# Task statement:
The line holding "2px #60616f) drop-shadow(0" is the last one to output; start at the first line of the data, keep every line in between exactly, and leave out pictures.

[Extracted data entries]
---*---
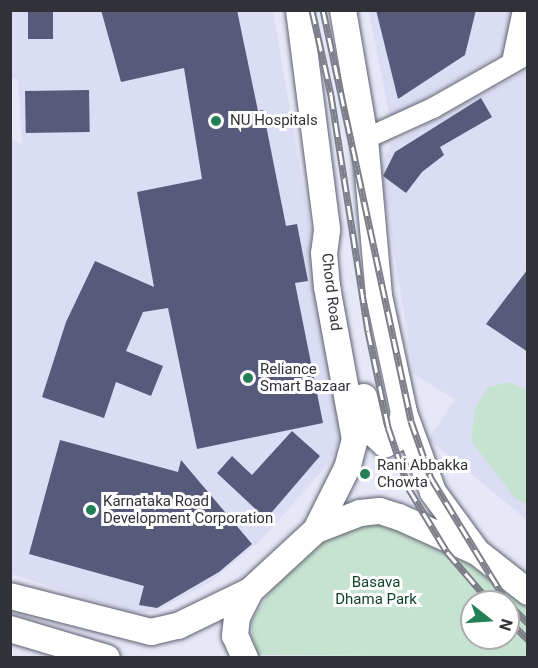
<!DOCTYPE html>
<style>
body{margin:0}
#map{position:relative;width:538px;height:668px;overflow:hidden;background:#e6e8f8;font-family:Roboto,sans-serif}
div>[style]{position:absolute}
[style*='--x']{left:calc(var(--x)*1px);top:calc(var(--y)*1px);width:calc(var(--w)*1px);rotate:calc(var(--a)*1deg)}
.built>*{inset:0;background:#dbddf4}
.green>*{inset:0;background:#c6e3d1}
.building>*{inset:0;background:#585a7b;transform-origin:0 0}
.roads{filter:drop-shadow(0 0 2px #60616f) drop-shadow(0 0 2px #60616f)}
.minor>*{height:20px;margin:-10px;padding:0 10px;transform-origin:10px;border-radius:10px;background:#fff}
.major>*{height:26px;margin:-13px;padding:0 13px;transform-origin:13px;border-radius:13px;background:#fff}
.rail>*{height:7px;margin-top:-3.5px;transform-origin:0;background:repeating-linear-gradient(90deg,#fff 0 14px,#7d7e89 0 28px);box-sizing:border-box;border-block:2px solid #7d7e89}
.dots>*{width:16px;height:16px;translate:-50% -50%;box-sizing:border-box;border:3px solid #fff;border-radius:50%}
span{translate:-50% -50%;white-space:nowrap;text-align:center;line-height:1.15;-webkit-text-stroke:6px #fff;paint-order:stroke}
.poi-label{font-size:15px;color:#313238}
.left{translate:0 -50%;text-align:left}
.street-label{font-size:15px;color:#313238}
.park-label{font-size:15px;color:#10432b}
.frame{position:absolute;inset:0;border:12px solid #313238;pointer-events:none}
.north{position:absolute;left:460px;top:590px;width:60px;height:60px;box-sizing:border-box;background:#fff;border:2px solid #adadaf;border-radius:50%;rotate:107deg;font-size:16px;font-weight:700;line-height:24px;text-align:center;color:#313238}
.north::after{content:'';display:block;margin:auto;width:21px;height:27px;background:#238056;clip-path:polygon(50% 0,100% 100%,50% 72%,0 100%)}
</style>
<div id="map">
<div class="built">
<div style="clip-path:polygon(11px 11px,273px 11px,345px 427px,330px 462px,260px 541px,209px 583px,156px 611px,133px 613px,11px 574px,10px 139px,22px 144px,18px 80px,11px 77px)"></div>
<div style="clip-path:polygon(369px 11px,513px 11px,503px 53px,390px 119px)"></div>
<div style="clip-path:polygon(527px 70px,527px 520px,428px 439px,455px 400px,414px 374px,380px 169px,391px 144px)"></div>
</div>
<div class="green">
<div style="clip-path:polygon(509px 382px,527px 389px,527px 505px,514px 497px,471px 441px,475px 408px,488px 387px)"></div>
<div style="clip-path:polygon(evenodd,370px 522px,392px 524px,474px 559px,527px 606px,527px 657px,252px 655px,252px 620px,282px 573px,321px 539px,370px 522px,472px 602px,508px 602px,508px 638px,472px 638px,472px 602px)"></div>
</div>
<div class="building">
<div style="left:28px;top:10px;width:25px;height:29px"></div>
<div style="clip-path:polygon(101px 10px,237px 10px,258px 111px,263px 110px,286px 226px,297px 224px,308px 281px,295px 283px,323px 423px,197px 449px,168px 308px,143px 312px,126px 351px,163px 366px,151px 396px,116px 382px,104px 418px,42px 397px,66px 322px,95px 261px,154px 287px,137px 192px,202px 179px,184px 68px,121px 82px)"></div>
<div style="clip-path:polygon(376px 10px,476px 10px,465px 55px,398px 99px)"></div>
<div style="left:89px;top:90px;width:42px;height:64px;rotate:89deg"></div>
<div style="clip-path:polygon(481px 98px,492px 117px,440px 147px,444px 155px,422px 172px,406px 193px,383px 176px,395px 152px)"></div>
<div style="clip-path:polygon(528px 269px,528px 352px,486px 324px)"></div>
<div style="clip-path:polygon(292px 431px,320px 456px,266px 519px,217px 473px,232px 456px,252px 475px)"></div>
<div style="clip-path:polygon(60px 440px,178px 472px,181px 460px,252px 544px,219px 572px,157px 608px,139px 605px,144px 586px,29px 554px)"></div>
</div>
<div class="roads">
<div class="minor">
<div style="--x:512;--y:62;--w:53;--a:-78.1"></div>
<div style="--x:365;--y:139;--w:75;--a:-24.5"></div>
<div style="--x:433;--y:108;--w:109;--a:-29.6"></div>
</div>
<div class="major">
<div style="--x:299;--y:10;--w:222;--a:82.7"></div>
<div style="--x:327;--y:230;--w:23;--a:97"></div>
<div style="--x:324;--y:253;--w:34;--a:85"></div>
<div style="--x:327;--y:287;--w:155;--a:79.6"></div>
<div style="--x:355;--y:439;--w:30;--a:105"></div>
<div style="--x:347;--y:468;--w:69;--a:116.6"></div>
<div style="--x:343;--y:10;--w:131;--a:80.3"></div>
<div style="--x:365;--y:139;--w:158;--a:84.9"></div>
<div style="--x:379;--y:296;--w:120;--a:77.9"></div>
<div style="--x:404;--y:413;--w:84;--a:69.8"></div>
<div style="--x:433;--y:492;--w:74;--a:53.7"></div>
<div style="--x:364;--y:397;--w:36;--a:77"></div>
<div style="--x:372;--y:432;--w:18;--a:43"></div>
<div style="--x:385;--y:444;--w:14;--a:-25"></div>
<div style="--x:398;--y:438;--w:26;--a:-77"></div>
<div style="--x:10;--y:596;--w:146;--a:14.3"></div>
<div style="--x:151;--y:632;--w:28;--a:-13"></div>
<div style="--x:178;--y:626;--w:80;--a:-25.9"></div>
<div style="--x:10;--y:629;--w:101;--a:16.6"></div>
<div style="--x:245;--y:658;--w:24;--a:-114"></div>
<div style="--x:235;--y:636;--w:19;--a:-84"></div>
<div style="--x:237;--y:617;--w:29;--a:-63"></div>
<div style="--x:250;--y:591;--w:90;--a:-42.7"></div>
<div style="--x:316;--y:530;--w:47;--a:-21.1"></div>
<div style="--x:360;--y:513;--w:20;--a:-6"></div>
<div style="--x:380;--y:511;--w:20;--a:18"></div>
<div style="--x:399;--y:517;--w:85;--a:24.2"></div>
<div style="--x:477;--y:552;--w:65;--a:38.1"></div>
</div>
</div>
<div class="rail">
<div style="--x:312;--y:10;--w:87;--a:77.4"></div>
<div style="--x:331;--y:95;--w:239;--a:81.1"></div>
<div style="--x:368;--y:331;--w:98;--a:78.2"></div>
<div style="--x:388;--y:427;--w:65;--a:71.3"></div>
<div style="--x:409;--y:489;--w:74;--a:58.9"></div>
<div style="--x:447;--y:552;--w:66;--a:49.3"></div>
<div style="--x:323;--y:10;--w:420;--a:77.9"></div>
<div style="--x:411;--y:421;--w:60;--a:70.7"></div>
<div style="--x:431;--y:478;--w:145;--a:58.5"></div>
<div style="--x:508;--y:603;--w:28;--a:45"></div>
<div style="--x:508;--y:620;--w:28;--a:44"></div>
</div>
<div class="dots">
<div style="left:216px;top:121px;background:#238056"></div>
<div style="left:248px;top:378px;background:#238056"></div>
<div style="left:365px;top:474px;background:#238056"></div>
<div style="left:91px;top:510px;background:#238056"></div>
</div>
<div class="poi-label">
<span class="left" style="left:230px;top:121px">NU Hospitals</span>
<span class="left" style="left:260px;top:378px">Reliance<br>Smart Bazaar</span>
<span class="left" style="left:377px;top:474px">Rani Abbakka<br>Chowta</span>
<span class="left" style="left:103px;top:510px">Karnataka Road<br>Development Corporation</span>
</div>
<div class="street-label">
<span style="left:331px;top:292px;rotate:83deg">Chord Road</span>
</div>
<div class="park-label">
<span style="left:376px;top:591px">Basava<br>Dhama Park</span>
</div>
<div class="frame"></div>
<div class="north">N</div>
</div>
---*---
# Response area:
<!DOCTYPE html>
<style>
body{margin:0}
#map{position:relative;width:538px;height:668px;overflow:hidden;background:#e6e8f8;font-family:Roboto,sans-serif}
div>[style]{position:absolute}
[style*='--x']{left:calc(var(--x)*1px);top:calc(var(--y)*1px);width:calc(var(--w)*1px);rotate:calc(var(--a)*1deg)}
.built>*{inset:0;background:#dbddf4}
.green>*{inset:0;background:#c6e3d1}
.building>*{inset:0;background:#585a7b;transform-origin:0 0}
.roads{filter:drop-shadow(0 0 2px #60616f) drop-shadow(0 0 2px #60616f)}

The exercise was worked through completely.